Unorganized territory in Saint Louis County, Minnesota, United States

Potshot Lake is an unorganized territory in Saint Louis County, Minnesota, United States, located near Floodwood. The population was 65 at the 2020 census.

==Geography==
According to the United States Census Bureau, the unorganized territory has a total area of 35.6 square miles (92.1 km^{2}); 35.5 square miles (92.0 km^{2}) is land and 0.1 square mile (0.1 km^{2}) (0.14%) is water.

==Demographics==
At the 2000 United States census there were 73 people, 25 households, and 17 families living in the unorganized territory. The population density was 2.1 PD/sqmi. There were 36 housing units at an average density of 1.0 /sqmi. The racial makeup of the unorganized territory was 95.89% White, 1.37% Native American, 1.37% Asian, and 1.37% from two or more races. Hispanic or Latino of any race were 2.74%.

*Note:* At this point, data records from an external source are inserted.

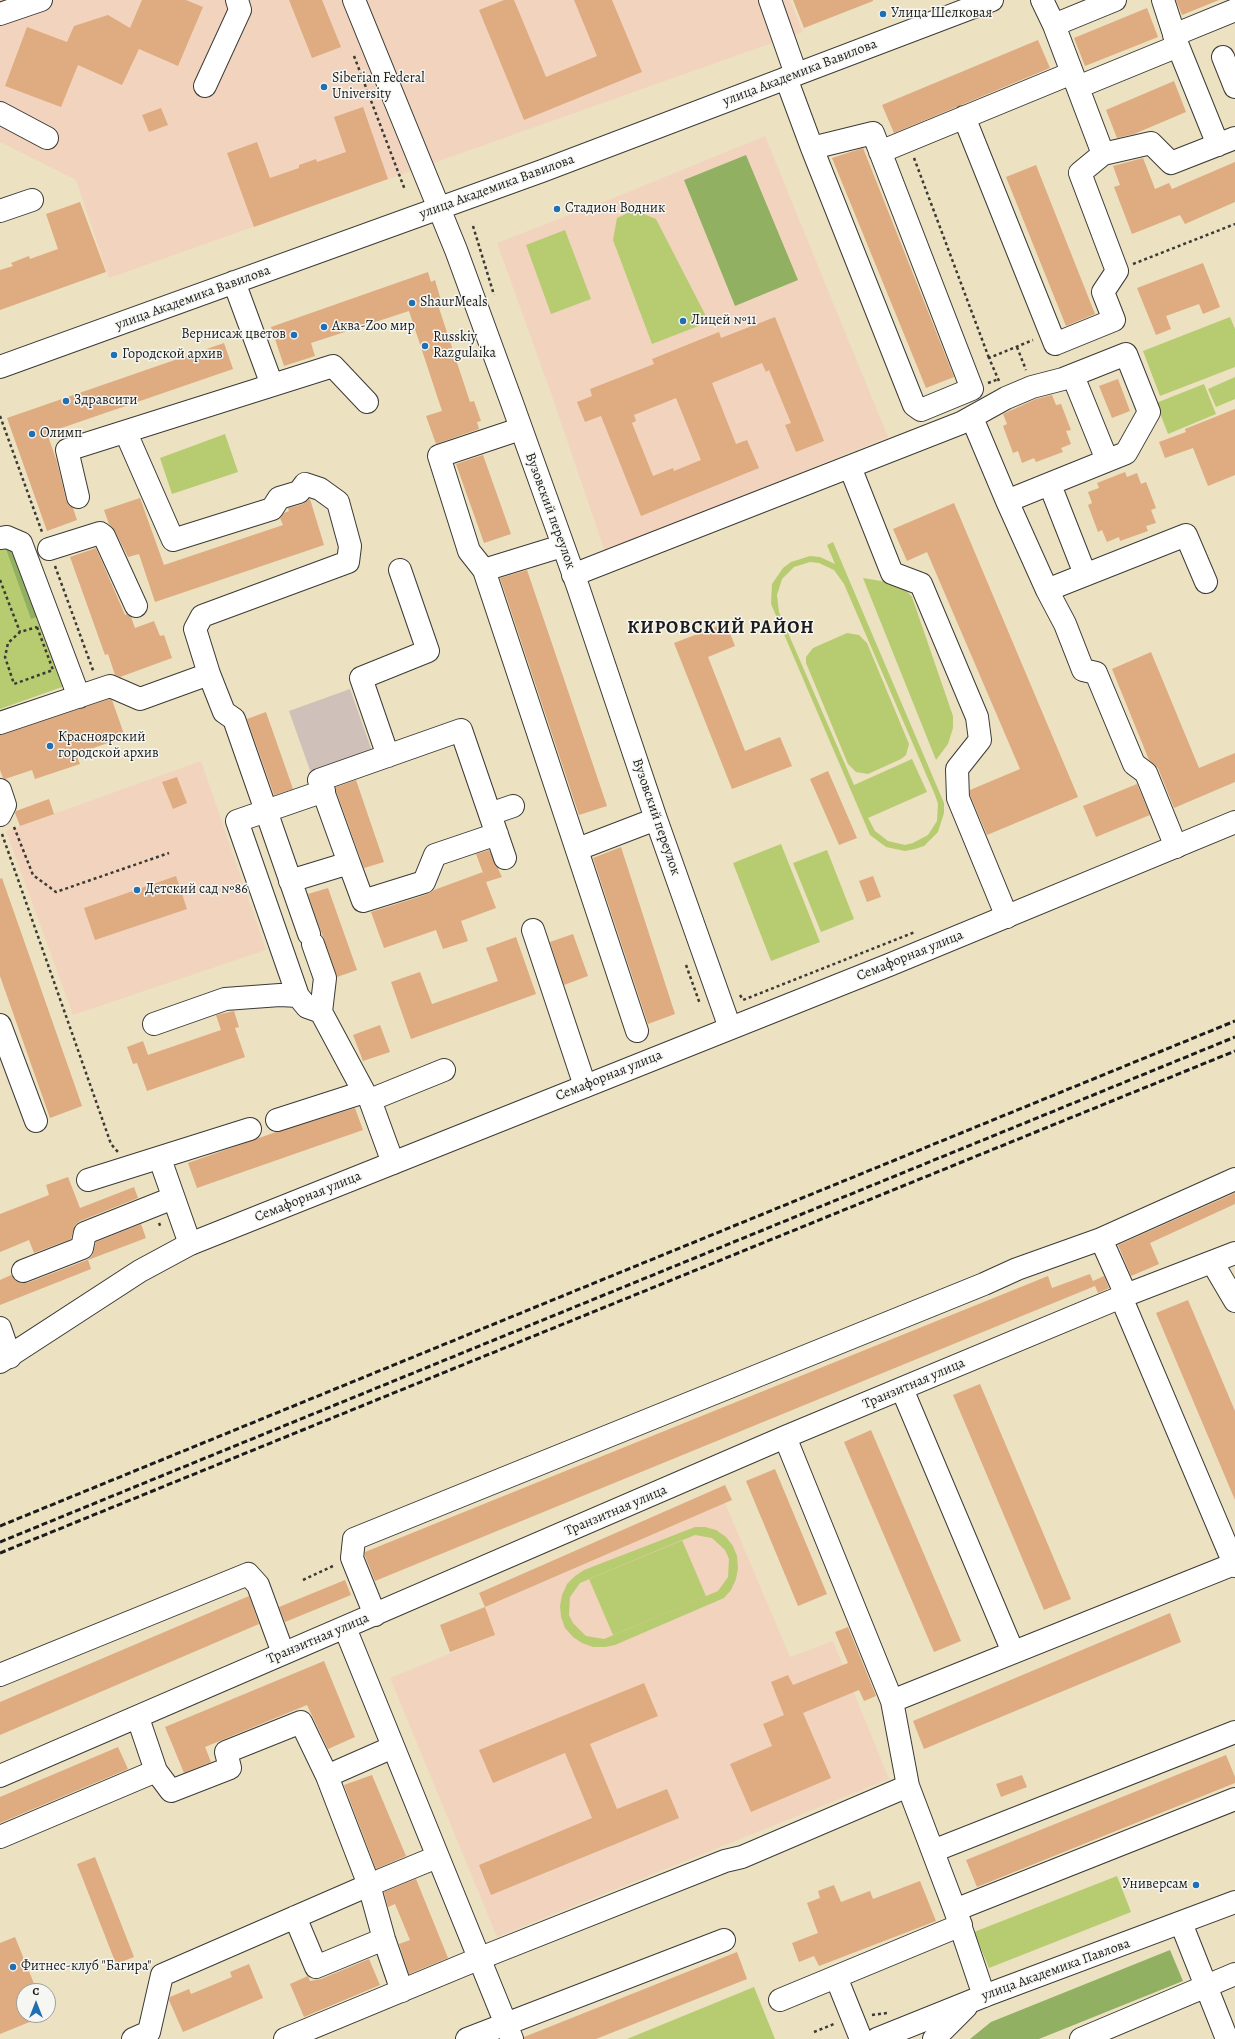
<!DOCTYPE html>
<meta charset="utf-8">
<style>
body{margin:0}
#map{position:relative;width:1235px;height:2039px;overflow:hidden;background:#ece1c1;font-family:Alegreya,serif}
canvas{display:block}
.north{position:absolute;left:16px;top:1983px;width:40px;height:40px;box-sizing:border-box;background:#f6f6f2;border:1px solid #9f9f9c;border-radius:50%;rotate:0deg;font-size:11px;font-weight:700;line-height:16px;text-align:center;color:#1c1c1c}
.north::after{content:'';display:block;margin:auto;width:14px;height:18px;background:#1f6fb2;clip-path:polygon(50% 0,100% 100%,50% 72%,0 100%)}
</style>
<div id="map">
<canvas width="1235" height="2039"></canvas>
<div class="north">С</div>
</div>
<script>
const g = document.querySelector('canvas').getContext('2d');
g.lineJoin = 'round';
function fill(path, color) {
  g.fillStyle = color;
  g.fill(path, 'evenodd');
}
function poly(rows) {
  const path = new Path2D();
  for (const r of rows) {
    path.moveTo(r[0], r[1]);
    for (let i = 2; i < r.length; i += 2) path.lineTo(r[i], r[i + 1]);
  }
  return path;
}
function stroke(path, color, width, dash) {
  g.strokeStyle = color;
  g.lineWidth = width;
  g.lineCap = dash ? 'butt' : 'round';
  g.setLineDash(dash || []);
  g.stroke(path);
}
function label(font, color, halo, rows, align = 'center') {
  g.font = font + ' Alegreya,serif';
  g.lineWidth = 3;
  g.setLineDash([]);
  g.textBaseline = 'middle';
  g.strokeStyle = halo;
  g.fillStyle = color;
  for (const [text, x, y, turn = 0] of rows) {
    g.save();
    g.translate(x, y);
    g.rotate((+turn || 0) * Math.PI / 180);
    g.textAlign = isNaN(turn) ? turn : align;
    if (halo) g.strokeText(text, 0, 0);
    g.fillText(text, 0, 0);
    g.restore();
  }
}
const built = poly([
 [0,0,790,0,803,32,109,278,76,180,0,142],
 [765,136,888,437,605,552,553,399,497,243,616,197],
 [201,761,266,950,73,1015,6,831],
 [725,1503,790,1657,833,1641,889,1779,497,1937,390,1678,495,1635,485,1607]
]);
const industrial = poly([
 [350,689,373,754,312,776,289,711]
]);
const green = poly([
 [634,210,656,219,709,322,652,344,613,240,617,218],
 [565,230,591,299,551,314,526,245],
 [1230,317,1235,329,1235,367,1160,396,1143,351],
 [1235,377,1235,399,1216,407,1208,389],
 [1204,384,1216,414,1168,434,1156,403],
 [225,434,238,472,172,494,160,458],
 [833,542,944,803,944,813,938,832,924,846,915,849,905,851,886,847,870,835,771,604,772,584,783,568,791,562,810,556,820,557,835,564,827,545],
 [810,562,819,563,834,570,844,584,935,795,938,804,937,821,928,835,913,843,905,845,888,841,875,831,868,818,927,792,912,759,854,785,779,612,777,595,782,579,794,567],
 [0,547,15,550,65,686,0,709],
 [863,578,893,583,905,589,912,597,953,716,953,728,948,744,936,760],
 [847,633,859,635,867,643,909,744,906,755,901,759,868,774,856,772,848,764,806,663,806,657,813,648],
 [781,844,820,942,771,961,733,863],
 [827,850,854,919,821,932,793,863],
 [695,1527,705,1527,716,1530,726,1537,733,1546,737,1556,738,1568,736,1579,731,1590,724,1598,615,1645,605,1647,593,1647,582,1643,573,1637,565,1628,561,1617,560,1606,562,1595,567,1584,575,1576,584,1570],
 [695,1535,712,1538,725,1550,729,1559,728,1577,718,1591,604,1639,586,1636,573,1623,569,1615,570,1597,580,1583],
 [682,1540,706,1596,613,1635,589,1579],
 [1117,1876,1131,1912,989,1968,974,1932],
 [754,1987,775,2039,627,2039]
]);
const forest = poly([
 [746,155,798,280,735,306,684,180],
 [5,546,15,550,39,616,31,619],
 [1170,1950,1183,1981,1039,2039,970,2039,991,2022]
]);
const building = poly([
 [142,0,186,0,203,7,178,66,139,49,122,85,78,65,61,107,5,86,27,27,67,42,74,26,108,15,130,28],
 [289,0,322,0,341,47,312,58],
 [504,0,514,0,546,77,597,56,574,0,612,0,642,72,524,120,479,10],
 [793,0,873,0,873,1,804,28],
 [1176,0,1219,0,1182,15],
 [1147,8,1158,37,1085,66,1074,38],
 [1038,40,1050,68,894,133,882,105],
 [1174,81,1186,112,1134,134,1117,138,1106,110],
 [363,107,388,179,254,227,227,153,257,142,270,178,299,168,299,165,316,159,317,162,346,152,334,117],
 [161,108,168,125,149,132,142,115],
 [863,148,954,377,926,388,832,158],
 [1143,158,1155,189,1169,183,1172,189,1235,162,1235,202,1185,224,1180,215,1132,234,1114,187,1120,185,1113,166],
 [1036,165,1095,314,1066,326,1006,177],
 [80,202,106,272,0,310,0,270,13,266,11,263,29,256,30,259,58,249,46,214],
 [1203,263,1220,307,1203,314,1199,304,1166,316,1171,329,1156,335,1137,288],
 [428,272,431,282,435,280,442,304,438,305,470,402,474,401,481,421,477,422,479,429,436,444,426,416,442,411,409,311,311,343,315,356,284,366,271,327],
 [775,317,824,441,796,452,785,425,791,423,769,370,766,372,762,363,712,383,736,444,747,440,759,468,641,516,601,416,585,422,577,402,592,396,590,389,654,364,652,359,719,332,721,338],
 [676,398,701,460,674,471,673,468,653,476,632,423,636,421,634,415],
 [224,343,233,369,47,433,57,462,66,500,69,505,73,508,77,520,47,531,7,418],
 [1118,379,1130,411,1112,418,1099,386],
 [1052,395,1056,405,1061,404,1071,430,1066,431,1071,444,1061,448,1063,452,1036,462,1034,458,1022,463,1018,451,1013,453,1003,426,1007,424,1003,414,1036,399],
 [1235,409,1235,475,1208,486,1193,448,1165,458,1159,442,1186,432,1185,429],
 [483,455,511,534,484,543,456,464],
 [1125,472,1127,477,1137,473,1141,484,1146,482,1156,508,1151,510,1156,523,1146,526,1148,531,1120,541,1119,537,1107,542,1102,530,1098,532,1088,505,1092,503,1088,492,1099,488,1097,483],
 [140,498,164,565,283,525,280,518,284,513,289,511,288,508,303,504,310,499,324,545,155,602,139,554,128,557,115,531,109,524,104,510],
 [954,503,1078,797,987,835,970,795,970,790,1020,769,927,552,907,561,893,529],
 [96,548,125,615,127,614,131,617,135,628,154,621,160,636,164,635,172,658,120,677,115,675,108,654,105,655,70,557],
 [527,570,607,806,579,815,500,578],
 [726,623,735,646,708,657,745,751,780,737,792,766,732,789,674,643],
 [1151,652,1199,768,1235,753,1235,782,1174,808,1158,768,1149,760,1112,669],
 [109,699,112,700,125,737,76,754,80,764,35,779,32,770,5,779,3,778,0,770,0,735],
 [266,712,293,789,274,795,247,719],
 [828,771,857,838,839,845,810,779],
 [177,777,187,803,173,809,162,782],
 [356,780,384,862,364,868,336,791,336,787],
 [1137,784,1150,815,1096,837,1083,806],
 [49,799,54,814,20,826,15,813,16,811],
 [621,847,675,1014,648,1024,593,858],
 [489,850,502,877,486,882,496,908,461,921,468,941,443,949,436,930,384,948,371,912,428,894,434,890,483,872,485,878,476,854],
 [176,876,187,909,95,940,84,908],
 [873,876,881,897,867,902,859,881],
 [2,878,82,1106,50,1118,0,976,0,879],
 [328,888,357,970,337,977,308,894],
 [573,934,588,976,564,985,550,942],
 [516,937,536,994,411,1039,391,982,420,972,432,1004,498,981,486,948],
 [234,1011,239,1027,235,1028,245,1057,147,1091,137,1063,133,1064,127,1047,143,1041,148,1055,221,1030,216,1015],
 [380,1025,390,1052,363,1061,353,1035],
 [355,1108,363,1130,197,1188,188,1163,276,1132],
 [68,1177,80,1208,134,1187,138,1198,80,1221,75,1225,71,1239,34,1253,29,1240,0,1252,0,1214,49,1195,46,1185],
 [1235,1193,1235,1204,1150,1243,1159,1264,1131,1276,1118,1245],
 [141,1224,146,1238,88,1260,91,1269,0,1305,0,1280,11,1275,16,1281,21,1283,27,1283,87,1260,92,1256,96,1242],
 [1090,1274,1095,1286,375,1581,365,1556,365,1552,1048,1276,1052,1288],
 [1104,1276,1109,1288,1098,1293,1093,1281],
 [1188,1300,1235,1411,1235,1500,1156,1313],
 [980,1384,1071,1599,1044,1610,953,1395],
 [871,1430,961,1641,934,1652,844,1442],
 [775,1469,827,1594,798,1606,746,1481],
 [725,1485,732,1500,485,1607,479,1593],
 [345,1580,351,1595,285,1622,279,1607],
 [249,1596,259,1624,0,1735,0,1702],
 [485,1607,495,1635,450,1652,440,1625],
 [1170,1613,1181,1642,924,1749,913,1721],
 [848,1627,876,1696,864,1701,859,1690,803,1713,831,1778,751,1812,730,1764,772,1746,763,1724,784,1715,771,1682,788,1675,793,1685,848,1663,835,1632],
 [324,1661,355,1737,328,1749,307,1705,205,1747,211,1762,184,1773,165,1727],
 [644,1683,658,1716,590,1744,617,1809,667,1789,679,1818,491,1895,479,1865,592,1818,565,1753,493,1783,479,1750],
 [118,1747,128,1769,0,1823,0,1797],
 [1226,1755,1235,1777,1235,1783,977,1887,966,1860],
 [372,1775,406,1856,376,1869,344,1785],
 [1022,1775,1027,1787,1001,1797,996,1784],
 [95,1857,134,1957,116,1964,77,1864],
 [416,1879,448,1958,409,1974,399,1944,410,1940,395,1904,388,1907,384,1892],
 [920,1881,936,1921,819,1966,814,1956,799,1962,792,1943,818,1933,807,1903,820,1898,818,1891,834,1885,841,1902,870,1891,873,1899],
 [15,1937,37,1991,20,1991,24,2001,24,2015,29,2015,32,2021,0,2034,0,1943],
 [737,1952,747,1979,596,2039,524,2039,524,2037],
 [369,1959,380,1985,304,2017,290,1984,308,1976,310,1981,321,1979],
 [249,1964,263,1998,183,2032,169,2000,170,1997,189,1989,191,1994,232,1977,230,1972]
]);
const path = poly([
 [354,56,405,190],
 [914,158,989,358],
 [473,226,494,295],
 [1133,264,1235,224],
 [1017,347,1026,370],
 [999,381,989,358,1033,340],
 [988,383,999,379],
 [0,416,42,532],
 [55,566,94,673],
 [0,580,20,632],
 [37,627,53,670,14,684,5,657,8,643,20,632,37,627],
 [14,827,33,875,56,892,169,853],
 [2,834,111,1144,118,1152],
 [686,965,700,1004],
 [740,995,743,1000,915,932],
 [159,1223,161,1228],
 [303,1580,335,1565],
 [872,2015,887,2013],
 [814,2032,834,2024]
]);
const minor = poly([
 [354,0,456,250,512,403,578,587,656,819,730,1028],
 [770,0,796,74],
 [1163,0,1178,46,1218,145],
 [0,14,41,0],
 [1054,25,1115,0],
 [1174,35,1235,10],
 [1223,57,1235,87],
 [786,78,812,148,914,405,921,410,972,389,873,133,812,148],
 [205,86,240,10,237,0],
 [1078,87,1178,46],
 [0,113,47,138],
 [964,117,1055,344,1114,320,1103,292,1117,271,1080,173,1103,154,1054,25,1042,0],
 [880,152,1072,73],
 [1103,154,1151,143,1171,163,1235,138],
 [0,211,32,200],
 [234,282,272,385],
 [0,367,542,171,992,0],
 [1073,376,1107,460],
 [972,418,1007,501],
 [520,429,439,456,469,551,484,570,637,1031],
 [126,433,173,540,272,509,279,498,299,492,305,484,320,489,338,502,350,546,348,562,202,616,195,629,209,674,224,712,234,719,309,934],
 [850,467,892,573,921,584,977,717,980,740,957,769,958,798,1007,917],
 [1050,485,1085,574],
 [78,497,67,450,333,366,367,402],
 [0,538,7,537,21,543,79,697],
 [49,549,100,533,104,536,136,606],
 [484,570,562,546],
 [573,575,961,423,1006,398,1032,387,1063,379,1126,354,1149,412,1126,453,1007,501,1047,590,1065,624,1083,670,1096,673,1134,764,1146,773,1176,847],
 [1047,590,1186,535,1206,582],
 [0,723,110,686,140,699,209,674],
 [388,756,361,678,428,651,400,570],
 [0,790,5,805,0,815],
 [490,814,513,806],
 [578,849,656,819],
 [349,863,319,780,461,730,505,858],
 [290,881,349,863,363,901,424,882,435,855,497,834],
 [533,930,585,1086],
 [313,944,325,978,321,1012,364,1092],
 [321,1012,307,1007,298,996,237,821,324,791],
 [154,1024,225,999,280,995,298,996],
 [0,1025,36,1121],
 [370,1100,444,1070],
 [277,1120,364,1092,370,1100,393,1163],
 [160,1159,190,1244],
 [88,1180,250,1129],
 [1101,1239,1235,1179],
 [1212,1262,1235,1301],
 [23,1271,82,1248,85,1233,173,1198],
 [1121,1297,1235,1566],
 [0,1328,10,1357],
 [902,1389,1013,1652],
 [785,1437,892,1701,908,1786],
 [375,1615,352,1558,354,1539,984,1284,1017,1269,1101,1239,1126,1295],
 [345,1628,512,2039],
 [0,1675,248,1574,258,1585,283,1653],
 [892,1701,1234,1564],
 [138,1718,156,1771],
 [0,1776,785,1437,1126,1295,1235,1253],
 [327,1776,393,1747],
 [0,1837,156,1771,171,1791,230,1768,226,1752,301,1722,327,1776,369,1885,162,1975,149,2032,133,2039],
 [933,1851,1235,1732],
 [295,1917,316,1967,384,1939],
 [1181,1923,1227,2039],
 [836,1977,861,2039],
 [402,1991,384,1939,369,1885,437,1857],
 [780,2000,961,1925,955,1910,1235,1799],
 [285,2039,478,1959,725,1861,742,1857,908,1786,955,1910,984,1996],
 [467,2039,724,1940],
 [1081,2039,1235,1974]
]);
const major = poly([
 [877,2039,984,1996,1235,1902],
 [934,2039,966,2007]
]);
const highway = poly([
 [0,1362,140,1271,190,1244,889,965,1235,822]
]);
const rail = poly([
 [0,1526,1235,1021],
 [0,1542,1235,1037],
 [0,1553,1235,1051]
]);
const markers = [
 [883,14,4,"#1f6fb2"],
 [324,87,4,"#1f6fb2"],
 [557,209,4,"#1f6fb2"],
 [412,303,4,"#1f6fb2"],
 [683,321,4,"#1f6fb2"],
 [324,327,4,"#1f6fb2"],
 [294,335,4,"#1f6fb2"],
 [425,346,4,"#1f6fb2"],
 [114,355,4,"#1f6fb2"],
 [66,401,4,"#1f6fb2"],
 [32,434,4,"#1f6fb2"],
 [50,746,4,"#1f6fb2"],
 [137,890,4,"#1f6fb2"],
 [1196,1885,4,"#1f6fb2"],
 [13,1967,4,"#1f6fb2"]
];
const poiNames = [
 ["Улица Шелковая",891,14],
 ["Siberian Federal",332,79],
 ["University",332,95],
 ["Стадион Водник",565,209],
 ["ShаurMeals",420,303],
 ["Лицей №11",691,321],
 ["Аква-Zoo мир",332,327],
 ["Вернисаж цветов",286,335,"right"],
 ["Russkiy",433,338],
 ["Razgulaika",433,354],
 ["Городской архив",122,355],
 ["Здравсити",74,401],
 ["Олимп",40,434],
 ["Красноярский",58,738],
 ["городской архив",58,754],
 ["Детский сад №86",145,890],
 ["Универсам",1188,1885,"right"],
 ["Фитнес-клуб \"Багира\"",21,1967]
];
const streetNames = [
 ["улица Академика Вавилова",800,73,-21],
 ["улица Академика Вавилова",497,187,-20],
 ["улица Академика Вавилова",193,298,-20],
 ["Вузовский переулок",550,511,70],
 ["Вузовский переулок",656,817,71],
 ["Семафорная улица",910,956,-22],
 ["Семафорная улица",609,1076,-22],
 ["Семафорная улица",308,1197,-22],
 ["Транзитная улица",914,1384,-23],
 ["Транзитная улица",616,1511,-23],
 ["Транзитная улица",318,1639,-23],
 ["улица Академика Павлова",1056,1970,-20]
];
const districtNames = [
 ["КИРОВСКИЙ РАЙОН",721,629]
];
fill(built, '#f2d4be');
fill(industrial, '#cfc0ba');
fill(green, '#b7cc70');
fill(forest, '#91b062');
fill(building, '#dfab80');
stroke(minor, '#3b3a35', 24);
stroke(major, '#3b3a35', 24);
stroke(highway, '#3b3a35', 24);
stroke(path, '#3b3a35', 2.5, [3, 3]);
stroke(minor, '#fff', 22);
stroke(major, '#fff', 22);
stroke(highway, '#fff', 22);
stroke(rail, '#1c1c1c', 3, [6, 3]);
for (const [x, y, r, color] of markers) {
  const dot = new Path2D();
  dot.arc(x, y, r, 0, 2 * Math.PI);
  g.fillStyle = color;
  g.fill(dot);
  stroke(dot, '#f6f6f2', 1.5);
}
label('14px', '#1c1c1c', '#f6f6f2', poiNames, 'left');
label('14px', '#1c1c1c', '#f6f6f2', streetNames);
g.letterSpacing = '1px';
label('bold 18px', '#1c1c1c', '#f6f6f2', districtNames);
g.letterSpacing = '0px';
</script>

Of the 25 households 44.0% had children under the age of 18 living with them, 52.0% were married couples living together, 8.0% had a female householder with no husband present, and 32.0% were non-families. 24.0% of households were one person and 4.0% were one person aged 65 or older. The average household size was 2.92 and the average family size was 3.71.

The age distribution was 35.6% under the age of 18, 4.1% from 18 to 24, 23.3% from 25 to 44, 28.8% from 45 to 64, and 8.2% 65 or older. The median age was 36 years. For every 100 females, there were 87.2 males. For every 100 females age 18 and over, there were 95.8 males.

The median household income was $49,375 and the median family income was $53,750. Males had a median income of $44,583 versus $21,875 for females. The per capita income for the unorganized territory was $16,216. There were 4.5% of families and 4.3% of the population living below the poverty line, including 3.3% of under eighteens and 14.3% of those over 64.